_Aim of the task_.
Reproduce the listing that follows word for word, without its pictures.

_Data extracts_.
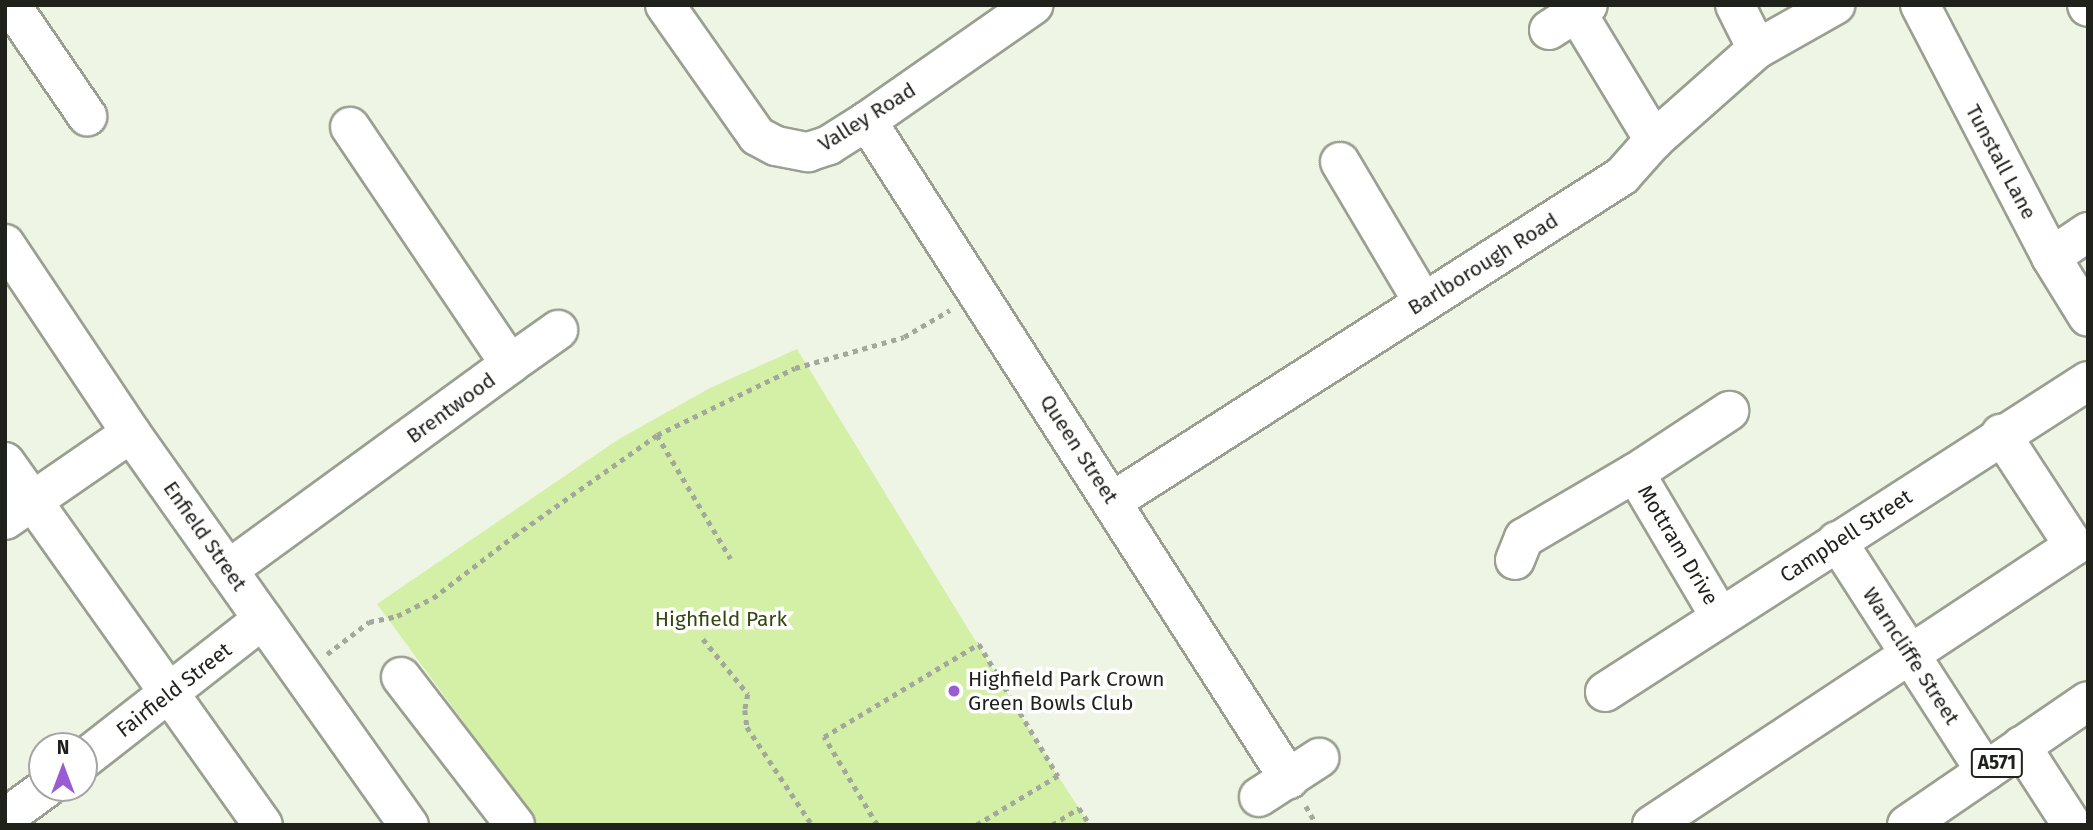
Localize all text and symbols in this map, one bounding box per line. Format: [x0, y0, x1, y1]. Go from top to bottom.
street label: Valley Road [814, 77, 920, 157]
street label: Tunstall Lane [1960, 100, 2042, 224]
street label: Barlborough Road [1403, 208, 1563, 320]
street label: Brentwood [402, 367, 500, 449]
street label: Queen Street [1035, 390, 1123, 508]
street label: Enfield Street [158, 476, 252, 596]
street label: Mottram Drive [1632, 480, 1724, 610]
street label: Campbell Street [1775, 484, 1917, 588]
street label: Warncliffe Street [1857, 583, 1965, 729]
park label: Highfield Park [655, 606, 787, 632]
street label: Fairfield Street [111, 637, 237, 743]
place label: Highfield Park Crown Green Bowls Club [968, 666, 1165, 716]
marker: Highfield Park Crown Green Bowls Club [946, 683, 962, 699]
north arrow [28, 732, 98, 802]
text: N [57, 736, 69, 759]
road number: A571 [1971, 748, 2023, 778]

_Written response_.
Localize all text and symbols in this map, one bounding box per line. Format: [x0, y0, x1, y1]. Go from top to bottom.
street label: Valley Road [814, 77, 920, 157]
street label: Tunstall Lane [1960, 100, 2042, 224]
street label: Barlborough Road [1403, 208, 1563, 320]
street label: Brentwood [402, 367, 500, 449]
street label: Queen Street [1035, 390, 1123, 508]
street label: Enfield Street [158, 476, 252, 596]
street label: Mottram Drive [1632, 480, 1724, 610]
street label: Campbell Street [1775, 484, 1917, 588]
street label: Warncliffe Street [1857, 583, 1965, 729]
park label: Highfield Park [655, 606, 787, 632]
street label: Fairfield Street [111, 637, 237, 743]
place label: Highfield Park Crown Green Bowls Club [968, 666, 1165, 716]
marker: Highfield Park Crown Green Bowls Club [946, 683, 962, 699]
north arrow [28, 732, 98, 802]
text: N [57, 736, 69, 759]
road number: A571 [1971, 748, 2023, 778]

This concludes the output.